Mais on est arrivé à normaliser nos relations à partir du moment où un des syndicalistes est parti. C’était un syndicaliste qui était, j’allais dire un cas psychologique, et qu’on avait, à l’occasion de propos euh… anormaux, tenté de licencier là aussi. Mais ça n’a pas marché, l’inspecteur du travail ne nous a pas suivis, etc. c’est pour ça qu’on a enterré l’affaire. Mais on a réussi à négocier son départ beaucoup plus tard. Il a eu un projet personnel, il nous en a parlé et on a négocié son départ. Faut dire qu’il avait perdu, déjà, de l’audience auprès d’un certain nombre de ses collègues extrémistes parce qu’il avait négocié… il avait fini par signer un accord sur l’individualisation des rémunérations, et ça, ces collègues extrémistes ne le lui avaient jamais pardonné.



C’est-à-dire ?



Ben, on arrive… on arrive à normaliser dans la mesure où… je vous indiquais qu’il y avait des grèves euh… à tort et à travers… auparavant, des menaces de grèves, je peux vous dire que… quand j’ai quitté C., il n’y avait plus eu de grève depuis l’année 2000… 2001, donc depuis cinq ans. Donc ça veut dire qu’on a dû arriver, quelque part, à normaliser. Et, ces syndicats n’étaient peut-être pas nécessairement d’accord avec cette évolution, mais on peut supposer que le rapport des forces n’était pas suffisant pour qu’ils aillent trop loin. Eh ouais, bon, honnêtement, je pense aussi que la professionnalisation du management, je crois que ça a aussi profondément fait évoluer les gens.



(...)



[O]n a demandé aux ingénieurs et à l’encadrement opérationnel d’être aussi des managers de leurs salariés. Et on les a accompagnés pour cela, pour changer les modes de relations. On les a incités par exemple à faire des réunions, à avoir des rencontres régulières avec les salariés. […] Ça permet, quand on a des problèmes, de les avoir maintenant en amont, donc d’avoir quand même un dialogue avec la personne, avant qu’éventuellement ce dialogue soit avec les représentants syndicaux. L’important pour nous c’est que l’encadrement discute avec les opérateurs pour désamorcer les problèmes qui peuvent l’être. Sinon, on se retrouve avec la guéguerre habituelle : quand le salarié a un problème, il vient en parler à son chef ou à nous, mais aussi à l’organisation syndicale. Et effectivement, l’organisation souhaite se valoriser en portant tout de suite le problème auprès de nous, dans les instances. C’est normal, c’est son jeu. Et tout de suite, ça risque d’envenimer la situation, etc. C’est pour ça que notre objectif, c’était que le salarié puisse discuter de ses problèmes mais avec la hiérarchie directe.

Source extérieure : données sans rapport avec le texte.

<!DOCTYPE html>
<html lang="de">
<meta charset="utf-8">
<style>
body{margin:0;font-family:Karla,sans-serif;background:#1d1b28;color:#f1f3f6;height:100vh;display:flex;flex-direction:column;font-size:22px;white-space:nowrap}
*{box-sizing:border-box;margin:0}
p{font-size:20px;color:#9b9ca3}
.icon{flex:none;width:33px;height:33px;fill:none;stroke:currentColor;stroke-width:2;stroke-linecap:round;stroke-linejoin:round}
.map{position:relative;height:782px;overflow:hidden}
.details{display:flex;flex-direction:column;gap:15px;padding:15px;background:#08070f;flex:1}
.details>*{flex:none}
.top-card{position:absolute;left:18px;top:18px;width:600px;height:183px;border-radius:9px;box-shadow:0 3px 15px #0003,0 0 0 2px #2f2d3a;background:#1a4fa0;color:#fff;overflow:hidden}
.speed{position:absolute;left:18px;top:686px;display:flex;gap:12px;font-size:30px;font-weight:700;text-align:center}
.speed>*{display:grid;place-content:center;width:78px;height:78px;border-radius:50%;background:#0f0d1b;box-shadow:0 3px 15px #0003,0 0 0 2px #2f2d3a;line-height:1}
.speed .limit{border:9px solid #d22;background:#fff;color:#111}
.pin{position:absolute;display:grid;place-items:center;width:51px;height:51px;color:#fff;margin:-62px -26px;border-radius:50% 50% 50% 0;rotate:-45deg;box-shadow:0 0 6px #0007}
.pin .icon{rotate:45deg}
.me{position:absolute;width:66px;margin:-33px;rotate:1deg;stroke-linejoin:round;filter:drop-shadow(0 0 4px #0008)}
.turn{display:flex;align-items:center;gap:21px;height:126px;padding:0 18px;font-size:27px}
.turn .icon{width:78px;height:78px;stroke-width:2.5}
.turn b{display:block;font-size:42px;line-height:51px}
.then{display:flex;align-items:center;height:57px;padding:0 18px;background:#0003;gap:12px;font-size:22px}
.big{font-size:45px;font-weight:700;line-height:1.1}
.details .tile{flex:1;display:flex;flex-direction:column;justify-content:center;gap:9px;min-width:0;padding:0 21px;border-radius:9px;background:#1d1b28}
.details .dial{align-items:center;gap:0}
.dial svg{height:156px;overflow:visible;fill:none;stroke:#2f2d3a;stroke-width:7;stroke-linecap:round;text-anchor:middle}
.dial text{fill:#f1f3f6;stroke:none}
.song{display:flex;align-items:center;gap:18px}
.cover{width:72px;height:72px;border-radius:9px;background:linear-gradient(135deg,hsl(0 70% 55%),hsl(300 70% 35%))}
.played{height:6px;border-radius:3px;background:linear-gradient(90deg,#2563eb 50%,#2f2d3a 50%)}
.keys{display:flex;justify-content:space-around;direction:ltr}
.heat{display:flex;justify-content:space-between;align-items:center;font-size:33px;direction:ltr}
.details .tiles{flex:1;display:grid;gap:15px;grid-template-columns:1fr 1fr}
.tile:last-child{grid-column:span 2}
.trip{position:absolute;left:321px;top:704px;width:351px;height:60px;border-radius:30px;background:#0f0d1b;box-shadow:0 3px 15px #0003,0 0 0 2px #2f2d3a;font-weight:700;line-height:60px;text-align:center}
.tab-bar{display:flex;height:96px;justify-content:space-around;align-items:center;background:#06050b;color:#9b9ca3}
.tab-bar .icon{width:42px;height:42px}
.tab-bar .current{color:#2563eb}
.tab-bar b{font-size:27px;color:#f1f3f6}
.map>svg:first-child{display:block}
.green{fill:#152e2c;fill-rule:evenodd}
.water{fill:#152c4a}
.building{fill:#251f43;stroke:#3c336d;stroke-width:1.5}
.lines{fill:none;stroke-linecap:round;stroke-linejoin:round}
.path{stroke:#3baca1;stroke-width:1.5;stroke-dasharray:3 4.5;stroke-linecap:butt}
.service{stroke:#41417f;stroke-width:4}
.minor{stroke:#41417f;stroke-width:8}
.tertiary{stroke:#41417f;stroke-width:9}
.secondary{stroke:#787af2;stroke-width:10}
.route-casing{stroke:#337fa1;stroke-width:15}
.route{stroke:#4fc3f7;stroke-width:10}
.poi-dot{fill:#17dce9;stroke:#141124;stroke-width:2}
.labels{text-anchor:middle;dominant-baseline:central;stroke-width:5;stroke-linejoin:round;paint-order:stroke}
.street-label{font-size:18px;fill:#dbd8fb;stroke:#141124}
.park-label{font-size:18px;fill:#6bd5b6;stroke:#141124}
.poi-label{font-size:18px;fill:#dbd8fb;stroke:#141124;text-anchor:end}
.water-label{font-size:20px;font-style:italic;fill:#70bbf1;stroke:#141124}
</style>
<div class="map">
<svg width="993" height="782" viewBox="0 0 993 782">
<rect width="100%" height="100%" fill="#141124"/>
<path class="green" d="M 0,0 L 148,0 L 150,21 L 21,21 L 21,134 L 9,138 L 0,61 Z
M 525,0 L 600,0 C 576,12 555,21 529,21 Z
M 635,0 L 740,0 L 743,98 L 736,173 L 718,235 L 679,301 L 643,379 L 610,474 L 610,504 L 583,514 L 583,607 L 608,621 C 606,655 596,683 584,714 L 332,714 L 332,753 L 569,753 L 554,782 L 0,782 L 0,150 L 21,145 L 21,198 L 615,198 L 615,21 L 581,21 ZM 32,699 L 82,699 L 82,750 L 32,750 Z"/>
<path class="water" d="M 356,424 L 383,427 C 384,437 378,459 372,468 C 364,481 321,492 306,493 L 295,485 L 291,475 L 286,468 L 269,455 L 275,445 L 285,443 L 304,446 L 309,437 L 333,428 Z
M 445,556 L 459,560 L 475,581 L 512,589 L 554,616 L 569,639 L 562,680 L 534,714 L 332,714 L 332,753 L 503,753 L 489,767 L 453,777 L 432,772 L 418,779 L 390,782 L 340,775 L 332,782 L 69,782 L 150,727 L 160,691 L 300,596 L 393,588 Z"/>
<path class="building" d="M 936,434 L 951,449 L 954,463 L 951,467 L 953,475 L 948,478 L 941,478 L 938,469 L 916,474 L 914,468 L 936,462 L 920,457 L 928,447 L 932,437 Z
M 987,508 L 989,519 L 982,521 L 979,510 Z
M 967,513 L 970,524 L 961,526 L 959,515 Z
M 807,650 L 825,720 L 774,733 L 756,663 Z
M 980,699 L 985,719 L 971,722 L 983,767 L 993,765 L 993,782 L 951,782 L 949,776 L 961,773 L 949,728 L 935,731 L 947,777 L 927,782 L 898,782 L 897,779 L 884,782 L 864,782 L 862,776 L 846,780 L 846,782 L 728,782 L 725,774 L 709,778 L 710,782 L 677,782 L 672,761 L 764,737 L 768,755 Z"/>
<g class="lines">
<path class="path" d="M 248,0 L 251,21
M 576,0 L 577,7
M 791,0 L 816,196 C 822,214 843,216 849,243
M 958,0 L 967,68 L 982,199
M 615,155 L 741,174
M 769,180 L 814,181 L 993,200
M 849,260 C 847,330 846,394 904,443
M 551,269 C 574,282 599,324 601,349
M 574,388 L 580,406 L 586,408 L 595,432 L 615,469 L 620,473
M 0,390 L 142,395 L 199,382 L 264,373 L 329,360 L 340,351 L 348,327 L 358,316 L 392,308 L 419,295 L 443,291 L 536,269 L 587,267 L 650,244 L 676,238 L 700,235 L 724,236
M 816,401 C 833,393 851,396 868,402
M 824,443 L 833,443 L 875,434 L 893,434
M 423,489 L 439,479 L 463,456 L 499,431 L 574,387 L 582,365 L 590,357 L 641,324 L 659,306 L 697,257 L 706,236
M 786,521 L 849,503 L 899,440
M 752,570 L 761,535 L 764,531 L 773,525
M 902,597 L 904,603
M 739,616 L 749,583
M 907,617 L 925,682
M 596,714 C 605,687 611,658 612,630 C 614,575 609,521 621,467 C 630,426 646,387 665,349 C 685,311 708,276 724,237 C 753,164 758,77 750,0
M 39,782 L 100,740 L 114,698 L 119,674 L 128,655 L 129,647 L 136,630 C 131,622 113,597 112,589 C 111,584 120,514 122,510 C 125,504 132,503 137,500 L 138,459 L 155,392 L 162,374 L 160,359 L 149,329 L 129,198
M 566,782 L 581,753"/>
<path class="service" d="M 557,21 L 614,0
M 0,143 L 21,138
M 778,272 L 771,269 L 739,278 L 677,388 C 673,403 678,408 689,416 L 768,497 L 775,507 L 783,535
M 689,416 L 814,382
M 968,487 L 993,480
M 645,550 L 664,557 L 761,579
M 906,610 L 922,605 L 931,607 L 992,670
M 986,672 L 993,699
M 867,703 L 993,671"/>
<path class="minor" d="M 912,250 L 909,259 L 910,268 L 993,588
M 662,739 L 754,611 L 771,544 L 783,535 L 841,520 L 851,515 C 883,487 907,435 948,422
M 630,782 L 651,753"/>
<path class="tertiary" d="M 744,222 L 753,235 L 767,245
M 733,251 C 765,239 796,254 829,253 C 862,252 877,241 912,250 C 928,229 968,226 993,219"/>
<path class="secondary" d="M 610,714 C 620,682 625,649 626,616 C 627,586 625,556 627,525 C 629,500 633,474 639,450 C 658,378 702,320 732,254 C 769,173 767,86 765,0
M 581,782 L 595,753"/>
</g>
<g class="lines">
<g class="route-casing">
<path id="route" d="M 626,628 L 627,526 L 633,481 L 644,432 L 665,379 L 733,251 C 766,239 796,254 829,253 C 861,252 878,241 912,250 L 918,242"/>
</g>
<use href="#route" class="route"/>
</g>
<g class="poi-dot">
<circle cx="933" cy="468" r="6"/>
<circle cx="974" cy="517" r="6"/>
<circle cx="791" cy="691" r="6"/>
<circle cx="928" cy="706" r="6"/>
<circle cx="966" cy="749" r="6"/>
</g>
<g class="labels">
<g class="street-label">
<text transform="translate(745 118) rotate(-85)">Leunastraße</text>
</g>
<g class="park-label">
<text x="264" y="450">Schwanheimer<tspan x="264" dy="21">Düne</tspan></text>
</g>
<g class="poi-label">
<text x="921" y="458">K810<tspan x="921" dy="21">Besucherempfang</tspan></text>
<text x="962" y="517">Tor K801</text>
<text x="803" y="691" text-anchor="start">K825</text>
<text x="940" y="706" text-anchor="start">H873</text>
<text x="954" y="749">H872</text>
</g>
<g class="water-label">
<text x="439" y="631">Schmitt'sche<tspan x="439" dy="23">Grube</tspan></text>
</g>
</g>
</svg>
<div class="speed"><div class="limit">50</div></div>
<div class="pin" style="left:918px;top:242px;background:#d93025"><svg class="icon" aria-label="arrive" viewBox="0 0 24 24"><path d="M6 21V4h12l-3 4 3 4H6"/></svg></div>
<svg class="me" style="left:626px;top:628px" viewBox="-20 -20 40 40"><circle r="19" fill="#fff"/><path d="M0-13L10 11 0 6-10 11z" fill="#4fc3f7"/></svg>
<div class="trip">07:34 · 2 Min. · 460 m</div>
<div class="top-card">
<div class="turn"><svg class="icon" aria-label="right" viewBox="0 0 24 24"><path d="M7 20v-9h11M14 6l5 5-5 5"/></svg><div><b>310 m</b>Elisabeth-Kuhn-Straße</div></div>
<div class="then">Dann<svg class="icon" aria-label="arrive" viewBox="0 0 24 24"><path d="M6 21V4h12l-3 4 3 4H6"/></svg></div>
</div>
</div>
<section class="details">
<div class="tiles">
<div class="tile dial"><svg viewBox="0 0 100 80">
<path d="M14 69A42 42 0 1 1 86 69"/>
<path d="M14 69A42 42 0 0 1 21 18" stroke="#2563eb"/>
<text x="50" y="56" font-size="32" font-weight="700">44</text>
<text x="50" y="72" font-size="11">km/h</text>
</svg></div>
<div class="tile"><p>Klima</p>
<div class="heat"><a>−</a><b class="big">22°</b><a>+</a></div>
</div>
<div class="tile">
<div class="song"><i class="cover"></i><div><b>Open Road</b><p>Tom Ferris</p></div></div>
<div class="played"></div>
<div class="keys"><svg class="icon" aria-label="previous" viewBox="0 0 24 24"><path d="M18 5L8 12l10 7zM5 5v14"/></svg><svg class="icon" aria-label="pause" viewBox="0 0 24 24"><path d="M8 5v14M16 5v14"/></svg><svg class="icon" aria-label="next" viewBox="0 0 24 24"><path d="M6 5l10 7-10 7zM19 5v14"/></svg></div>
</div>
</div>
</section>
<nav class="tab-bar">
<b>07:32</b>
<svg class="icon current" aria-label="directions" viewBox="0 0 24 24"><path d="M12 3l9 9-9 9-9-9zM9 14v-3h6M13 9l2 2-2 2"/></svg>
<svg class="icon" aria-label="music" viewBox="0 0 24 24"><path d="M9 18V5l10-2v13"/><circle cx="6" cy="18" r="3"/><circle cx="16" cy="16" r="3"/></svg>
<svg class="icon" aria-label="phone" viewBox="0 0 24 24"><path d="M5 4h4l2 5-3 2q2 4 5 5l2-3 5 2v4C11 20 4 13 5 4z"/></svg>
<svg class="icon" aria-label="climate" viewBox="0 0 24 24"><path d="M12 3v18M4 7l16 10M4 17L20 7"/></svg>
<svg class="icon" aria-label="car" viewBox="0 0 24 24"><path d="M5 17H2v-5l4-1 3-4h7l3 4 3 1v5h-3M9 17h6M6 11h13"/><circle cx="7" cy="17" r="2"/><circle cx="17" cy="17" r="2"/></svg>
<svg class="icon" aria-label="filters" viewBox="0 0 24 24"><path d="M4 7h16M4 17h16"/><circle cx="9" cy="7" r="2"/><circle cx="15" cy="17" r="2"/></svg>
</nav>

Le consommateur est aussi confronté à paradoxe : il doit se distinguer sans se singulariser ; il doit être lui-même tout en se conformant à l'ordre social. Ce sont des paradoxes économiques qui sont également délocalisés dans la sphère individuelle. Ils tuent le travail concret et étendent l'isolement, le contrôle et la duplicité. Dans le même ordre d'idée, l'accumulation capitalistique accapare et détruit des ressources communes non capitalistes. Comme l'accumulation prolifère aux dépends de mondes non capitalistes, en les pillant, elle sape les bases de sa propre pérennité. De la même façon que le paradoxe de la productivité est déplacé sur l'individu, sur le producteur et le faisait disparaître psychiquement – privant l'économie productive de la force de travail d'un travailleur – le paradoxe écologique entraîne la destruction de la biosphère humaine. Ces paradoxes – parce qu'ils sont délocalisés – détruisent des extérieurs, qu'ils soient psychiques ou naturels – au lieu de se détruire eux-mêmes. Ces paradoxes – la productivité managériale et la destruction écologique – ne pourront faire effondrer le capitalisme que quand ils auront tué l'extérieur sur lequel ils sont délocalisés. En d'autres termes, le capitalisme cessera d'exister quand la planète sera devenue inhabitable et que la raison et les capacités économiques humaines auront été réduites à rien. Le capitalisme disparaît si les êtres humains disparaissent dirait monsieur de Lapalisse. Derrière cette tautologie, se cache un enjeu métaphysique et phylogénétique majeur. Ces paradoxes ne constituent en rien des sources de conflictualité politique puisque, si nous sommes tous morts, tous fous, dans une planète morte, la question du système économique n'a plus d'intérêt : l'économie, c'est pour les vivants.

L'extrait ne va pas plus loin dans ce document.